STORED DATA =>
-- -- --

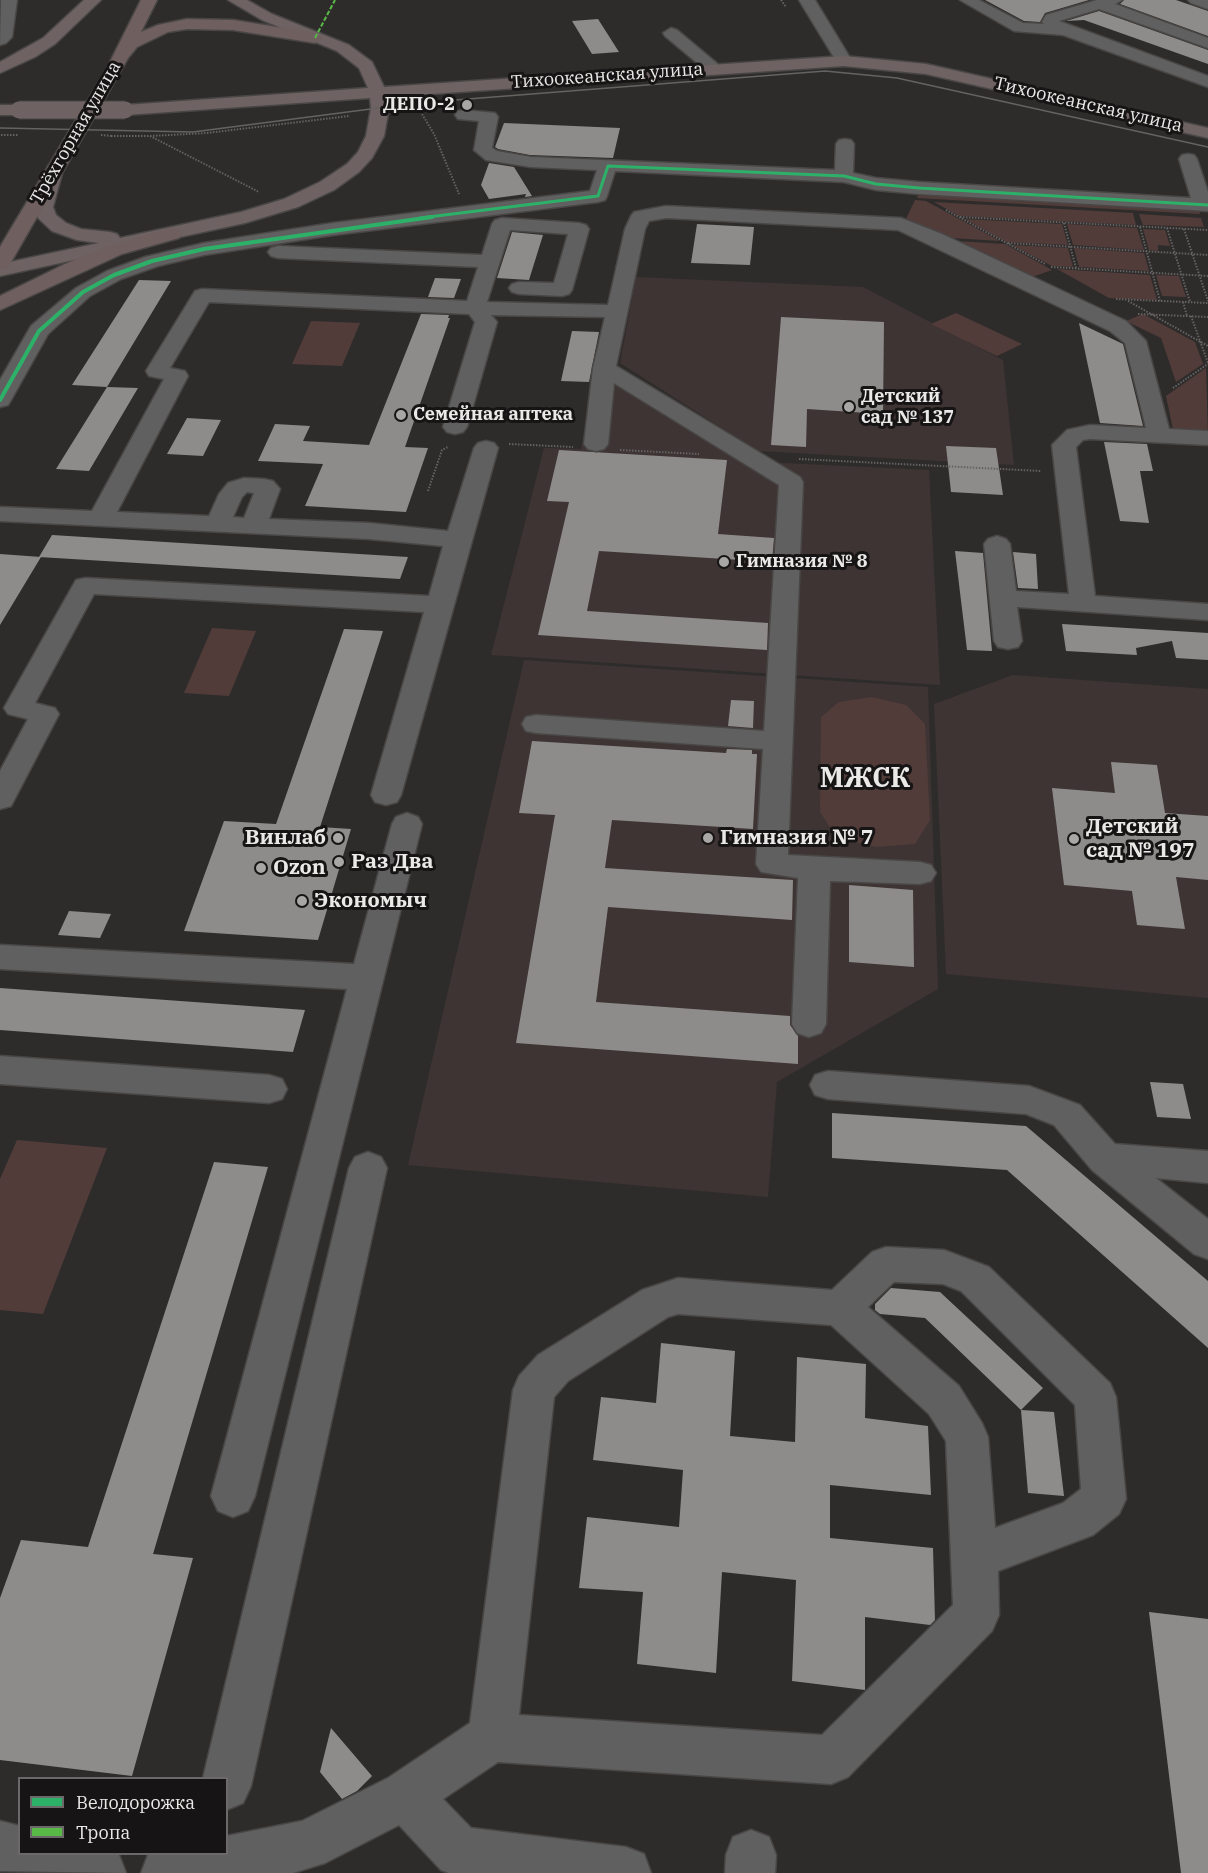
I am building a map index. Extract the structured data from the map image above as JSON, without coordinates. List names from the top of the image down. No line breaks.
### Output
{"streets":{"highway":["Трёхгорная улица"],"main road":["Тихоокеанская улица"]},"districts":["МЖСК"],"places":["ДЕПО-2","Детский сад № 137","Семейная аптека","Гимназия № 8","Винлаб","Гимназия № 7","Детский сад № 197","Раз Два","Ozon","Экономыч"],"legend":["Велодорожка","Тропа"]}
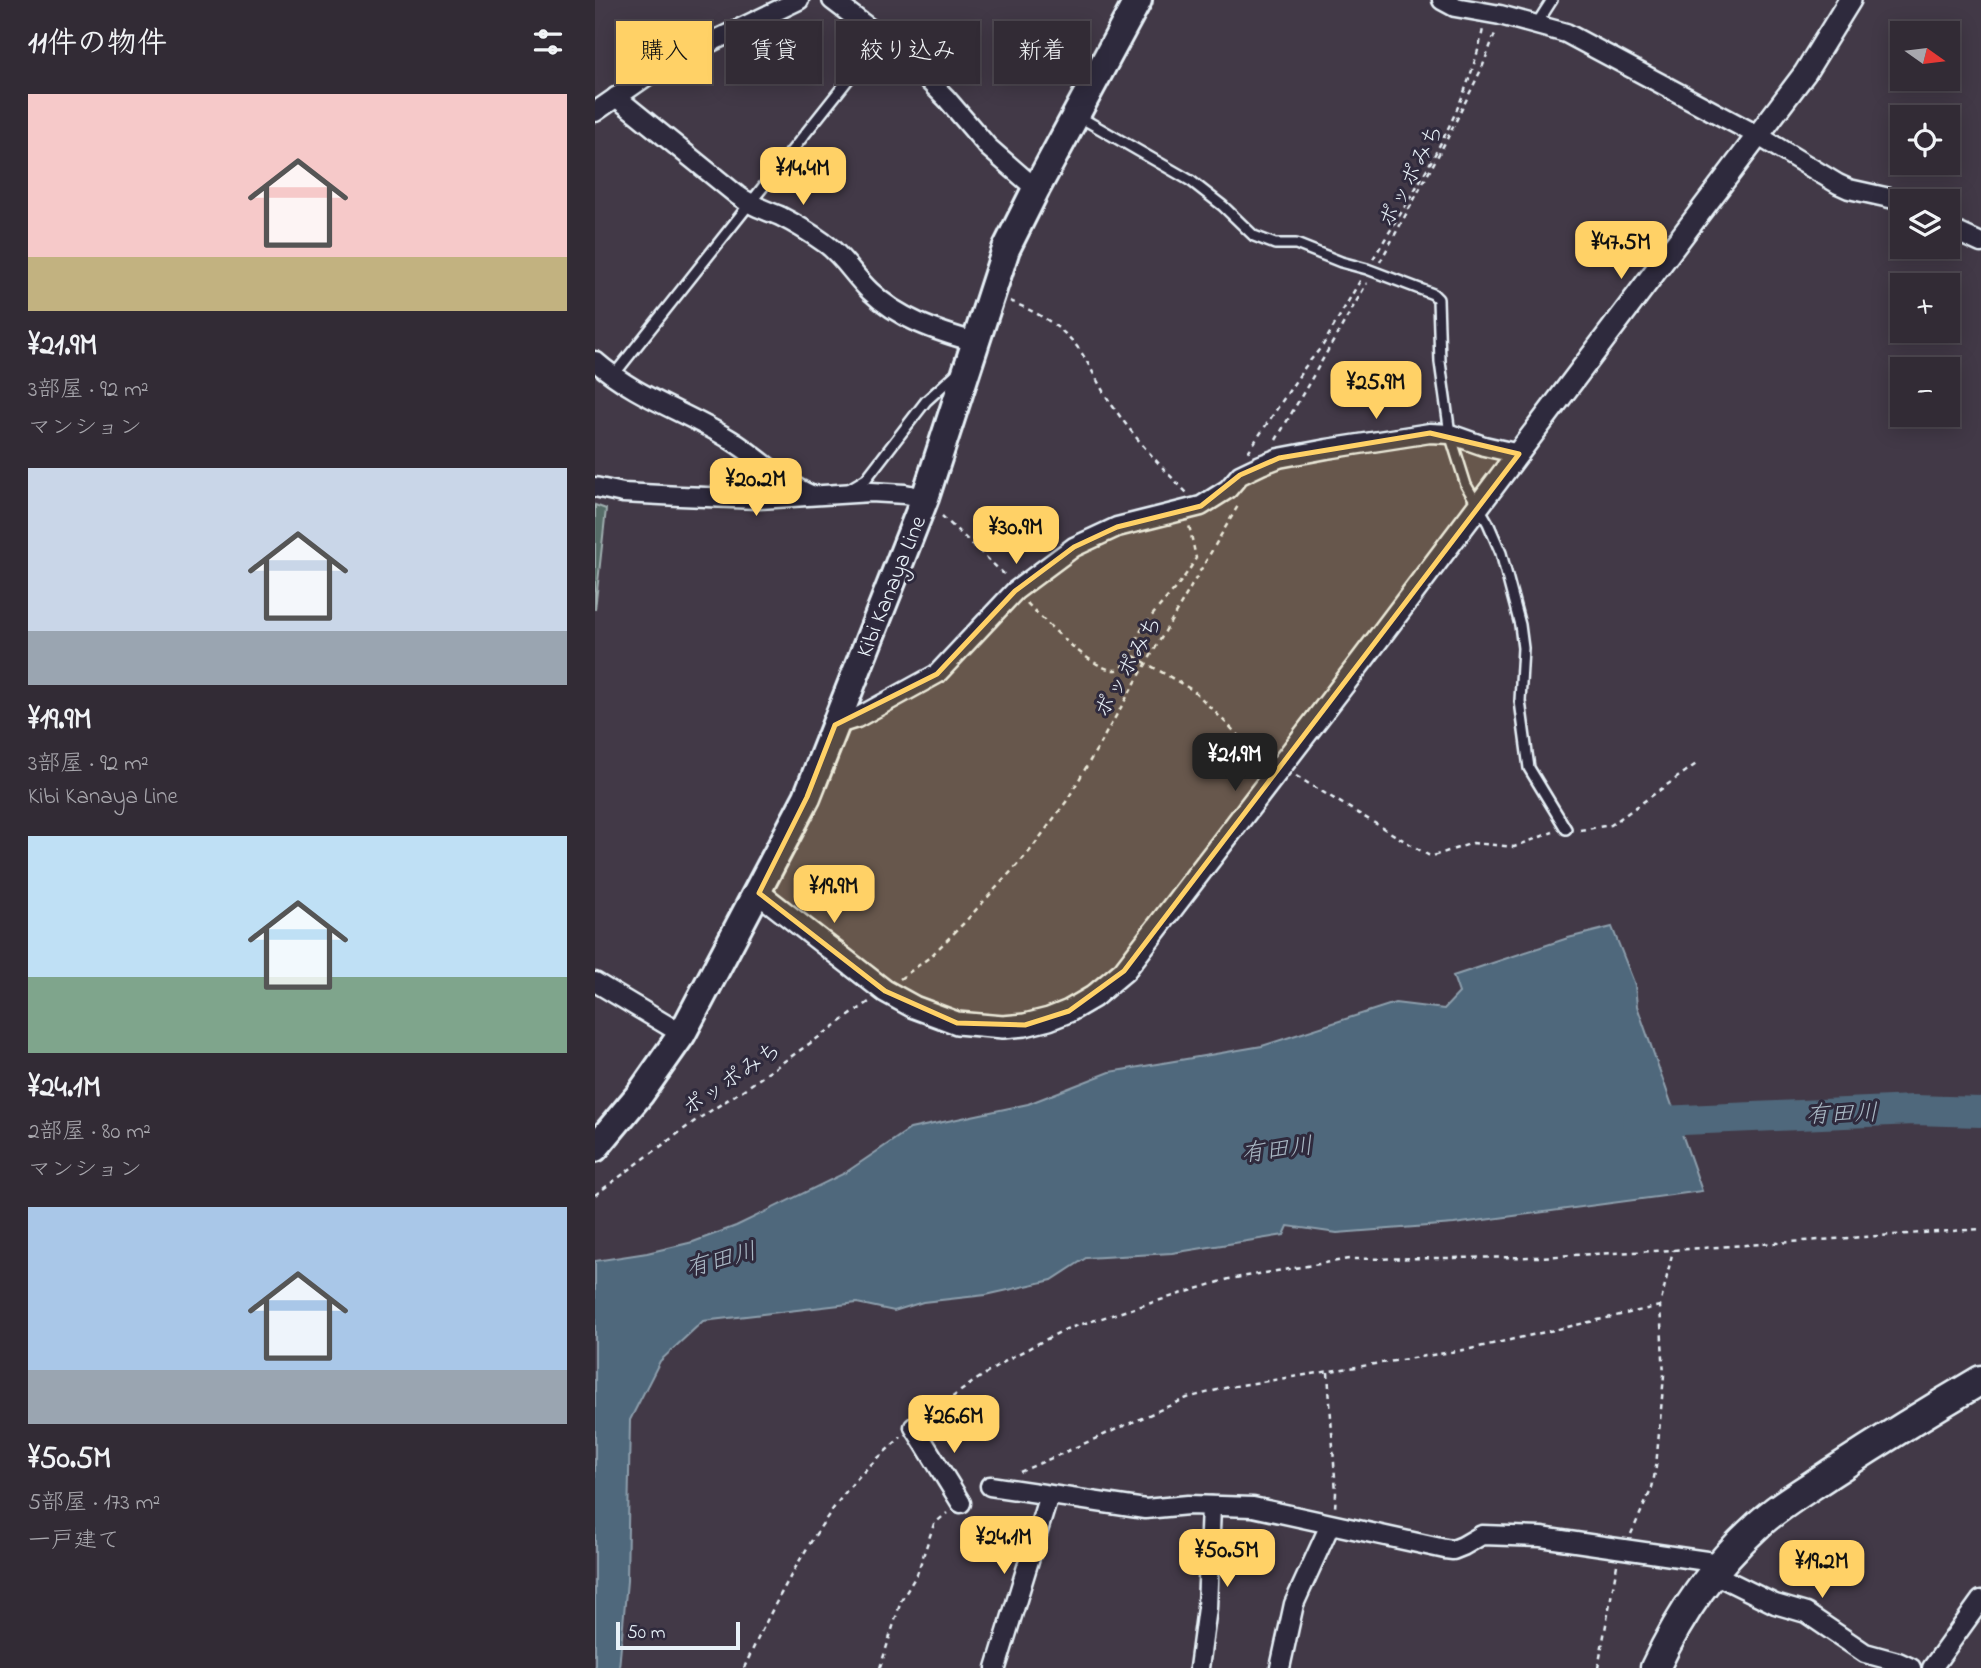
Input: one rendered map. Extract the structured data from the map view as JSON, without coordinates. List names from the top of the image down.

-- -- --

WHAT IS EXPECTED =>
Write out each line of the data exactly; the images should be left out.

TASK ANSWER =>
I am building a map index. Extract the structured data from the map image above as JSON, without coordinates. List names from the top of the image down. No line breaks.
### Output
{"streets":{"highway":["Трёхгорная улица"],"main road":["Тихоокеанская улица"]},"districts":["МЖСК"],"places":["ДЕПО-2","Детский сад № 137","Семейная аптека","Гимназия № 8","Винлаб","Гимназия № 7","Детский сад № 197","Раз Два","Ozon","Экономыч"],"legend":["Велодорожка","Тропа"]}
Input: one rendered map. Extract the structured data from the map view as JSON, without coordinates. List names from the top of the image down.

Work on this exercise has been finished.